→ **Exercise aim**: Would you restate word for word the lines of the listing, beginning at the first and ending with the line that holds "Instruction: Describe the"?

→ **Material for this exercise**:

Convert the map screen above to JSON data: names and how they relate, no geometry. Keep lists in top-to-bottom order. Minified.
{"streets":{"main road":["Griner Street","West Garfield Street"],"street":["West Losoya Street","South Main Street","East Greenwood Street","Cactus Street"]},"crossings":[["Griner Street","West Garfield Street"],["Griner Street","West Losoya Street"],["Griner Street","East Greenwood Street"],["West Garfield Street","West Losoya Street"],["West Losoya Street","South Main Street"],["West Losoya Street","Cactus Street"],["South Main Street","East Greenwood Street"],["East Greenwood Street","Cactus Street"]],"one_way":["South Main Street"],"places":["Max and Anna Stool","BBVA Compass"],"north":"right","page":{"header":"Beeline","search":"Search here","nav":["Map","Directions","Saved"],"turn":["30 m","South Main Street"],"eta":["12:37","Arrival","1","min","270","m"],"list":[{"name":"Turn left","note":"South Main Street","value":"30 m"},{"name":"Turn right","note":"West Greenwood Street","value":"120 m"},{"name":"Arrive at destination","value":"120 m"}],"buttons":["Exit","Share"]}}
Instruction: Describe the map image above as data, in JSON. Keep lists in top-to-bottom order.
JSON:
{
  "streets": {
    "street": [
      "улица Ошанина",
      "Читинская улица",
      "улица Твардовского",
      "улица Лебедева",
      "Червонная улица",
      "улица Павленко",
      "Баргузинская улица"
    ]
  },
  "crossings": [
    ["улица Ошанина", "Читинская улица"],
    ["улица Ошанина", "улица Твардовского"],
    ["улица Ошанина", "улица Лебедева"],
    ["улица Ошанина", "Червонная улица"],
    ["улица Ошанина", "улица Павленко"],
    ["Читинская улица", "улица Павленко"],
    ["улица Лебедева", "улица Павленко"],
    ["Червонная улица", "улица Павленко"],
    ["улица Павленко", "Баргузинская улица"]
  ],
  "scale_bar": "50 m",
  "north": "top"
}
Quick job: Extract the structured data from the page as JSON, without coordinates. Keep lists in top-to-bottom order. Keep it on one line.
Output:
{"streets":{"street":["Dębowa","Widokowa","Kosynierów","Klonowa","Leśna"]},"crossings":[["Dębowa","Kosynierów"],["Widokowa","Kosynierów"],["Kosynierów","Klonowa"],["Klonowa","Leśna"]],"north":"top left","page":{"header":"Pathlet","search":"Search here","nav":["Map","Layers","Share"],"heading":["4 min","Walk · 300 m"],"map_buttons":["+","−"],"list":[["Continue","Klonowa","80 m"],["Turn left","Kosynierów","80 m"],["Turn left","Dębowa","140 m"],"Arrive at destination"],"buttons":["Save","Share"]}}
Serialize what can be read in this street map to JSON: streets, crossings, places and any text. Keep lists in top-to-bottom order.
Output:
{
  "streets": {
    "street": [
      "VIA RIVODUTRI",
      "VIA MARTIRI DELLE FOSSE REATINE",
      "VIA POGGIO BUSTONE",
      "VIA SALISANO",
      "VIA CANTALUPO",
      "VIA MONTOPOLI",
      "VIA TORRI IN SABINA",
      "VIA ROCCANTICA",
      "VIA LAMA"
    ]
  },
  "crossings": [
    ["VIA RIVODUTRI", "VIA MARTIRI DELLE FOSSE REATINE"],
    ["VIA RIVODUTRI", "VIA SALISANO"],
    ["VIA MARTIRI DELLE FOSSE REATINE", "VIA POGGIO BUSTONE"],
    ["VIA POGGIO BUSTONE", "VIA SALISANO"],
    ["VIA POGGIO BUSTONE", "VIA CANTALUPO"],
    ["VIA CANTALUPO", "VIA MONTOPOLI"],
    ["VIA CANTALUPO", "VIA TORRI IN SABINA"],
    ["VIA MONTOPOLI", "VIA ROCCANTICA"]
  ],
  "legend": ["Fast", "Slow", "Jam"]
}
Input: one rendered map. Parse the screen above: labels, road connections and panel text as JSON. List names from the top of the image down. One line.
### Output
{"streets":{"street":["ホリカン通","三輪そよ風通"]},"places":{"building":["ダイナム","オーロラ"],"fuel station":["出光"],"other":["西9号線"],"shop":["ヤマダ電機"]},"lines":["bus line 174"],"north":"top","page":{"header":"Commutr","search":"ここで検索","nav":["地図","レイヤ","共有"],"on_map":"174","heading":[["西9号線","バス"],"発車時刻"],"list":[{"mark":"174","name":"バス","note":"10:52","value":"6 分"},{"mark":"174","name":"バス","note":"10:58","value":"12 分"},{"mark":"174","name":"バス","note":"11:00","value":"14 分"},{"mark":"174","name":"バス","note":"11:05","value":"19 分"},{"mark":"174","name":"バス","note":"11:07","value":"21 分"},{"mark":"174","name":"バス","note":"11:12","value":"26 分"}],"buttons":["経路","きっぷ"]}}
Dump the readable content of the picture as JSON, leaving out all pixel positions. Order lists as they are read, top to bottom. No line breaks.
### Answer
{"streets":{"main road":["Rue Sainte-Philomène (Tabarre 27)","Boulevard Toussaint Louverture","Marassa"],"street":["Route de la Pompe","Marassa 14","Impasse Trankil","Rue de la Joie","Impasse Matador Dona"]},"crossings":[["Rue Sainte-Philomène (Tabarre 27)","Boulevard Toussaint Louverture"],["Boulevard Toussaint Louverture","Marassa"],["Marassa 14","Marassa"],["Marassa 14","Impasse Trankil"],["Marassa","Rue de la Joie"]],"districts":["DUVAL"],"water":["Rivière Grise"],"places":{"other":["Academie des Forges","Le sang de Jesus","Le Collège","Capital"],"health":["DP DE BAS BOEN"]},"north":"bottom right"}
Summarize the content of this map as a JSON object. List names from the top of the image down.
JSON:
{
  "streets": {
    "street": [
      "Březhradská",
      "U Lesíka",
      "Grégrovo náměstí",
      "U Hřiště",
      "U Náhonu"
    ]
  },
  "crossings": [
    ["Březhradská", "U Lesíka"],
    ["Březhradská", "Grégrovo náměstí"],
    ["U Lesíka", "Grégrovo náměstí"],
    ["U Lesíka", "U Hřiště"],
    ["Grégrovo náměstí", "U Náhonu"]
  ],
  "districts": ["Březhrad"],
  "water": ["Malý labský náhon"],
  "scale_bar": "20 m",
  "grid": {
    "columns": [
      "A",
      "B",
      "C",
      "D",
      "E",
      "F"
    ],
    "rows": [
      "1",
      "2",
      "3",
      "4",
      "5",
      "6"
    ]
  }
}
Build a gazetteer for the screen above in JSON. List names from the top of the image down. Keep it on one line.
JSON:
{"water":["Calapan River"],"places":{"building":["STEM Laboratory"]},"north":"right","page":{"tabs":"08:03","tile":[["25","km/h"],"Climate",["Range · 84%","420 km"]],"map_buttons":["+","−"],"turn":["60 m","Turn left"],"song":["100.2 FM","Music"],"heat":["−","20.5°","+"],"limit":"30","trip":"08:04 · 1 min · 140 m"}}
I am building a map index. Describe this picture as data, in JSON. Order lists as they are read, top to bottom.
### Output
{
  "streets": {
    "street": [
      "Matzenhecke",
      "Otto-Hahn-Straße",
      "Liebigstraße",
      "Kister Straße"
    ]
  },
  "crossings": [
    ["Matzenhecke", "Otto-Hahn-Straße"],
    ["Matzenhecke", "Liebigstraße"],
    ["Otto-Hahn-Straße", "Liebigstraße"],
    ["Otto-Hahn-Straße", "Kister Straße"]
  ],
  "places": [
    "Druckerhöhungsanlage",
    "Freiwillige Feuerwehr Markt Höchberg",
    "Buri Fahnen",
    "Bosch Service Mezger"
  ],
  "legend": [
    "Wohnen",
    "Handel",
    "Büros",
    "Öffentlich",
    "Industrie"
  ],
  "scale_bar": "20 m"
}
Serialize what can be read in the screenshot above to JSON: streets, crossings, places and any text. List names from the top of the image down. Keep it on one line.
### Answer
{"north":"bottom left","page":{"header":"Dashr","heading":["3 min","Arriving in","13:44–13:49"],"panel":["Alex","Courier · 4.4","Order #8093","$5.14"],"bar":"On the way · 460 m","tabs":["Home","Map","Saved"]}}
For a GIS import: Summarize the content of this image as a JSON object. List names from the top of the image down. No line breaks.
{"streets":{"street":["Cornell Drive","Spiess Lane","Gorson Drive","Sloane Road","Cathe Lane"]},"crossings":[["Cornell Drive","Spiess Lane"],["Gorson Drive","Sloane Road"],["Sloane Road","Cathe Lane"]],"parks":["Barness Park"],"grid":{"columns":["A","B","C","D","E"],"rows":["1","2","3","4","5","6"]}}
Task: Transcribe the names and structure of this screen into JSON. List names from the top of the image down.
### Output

→ **Finished task**:
Convert the map screen above to JSON data: names and how they relate, no geometry. Keep lists in top-to-bottom order. Minified.
{"streets":{"main road":["Griner Street","West Garfield Street"],"street":["West Losoya Street","South Main Street","East Greenwood Street","Cactus Street"]},"crossings":[["Griner Street","West Garfield Street"],["Griner Street","West Losoya Street"],["Griner Street","East Greenwood Street"],["West Garfield Street","West Losoya Street"],["West Losoya Street","South Main Street"],["West Losoya Street","Cactus Street"],["South Main Street","East Greenwood Street"],["East Greenwood Street","Cactus Street"]],"one_way":["South Main Street"],"places":["Max and Anna Stool","BBVA Compass"],"north":"right","page":{"header":"Beeline","search":"Search here","nav":["Map","Directions","Saved"],"turn":["30 m","South Main Street"],"eta":["12:37","Arrival","1","min","270","m"],"list":[{"name":"Turn left","note":"South Main Street","value":"30 m"},{"name":"Turn right","note":"West Greenwood Street","value":"120 m"},{"name":"Arrive at destination","value":"120 m"}],"buttons":["Exit","Share"]}}
Instruction: Describe the map image above as data, in JSON. Keep lists in top-to-bottom order.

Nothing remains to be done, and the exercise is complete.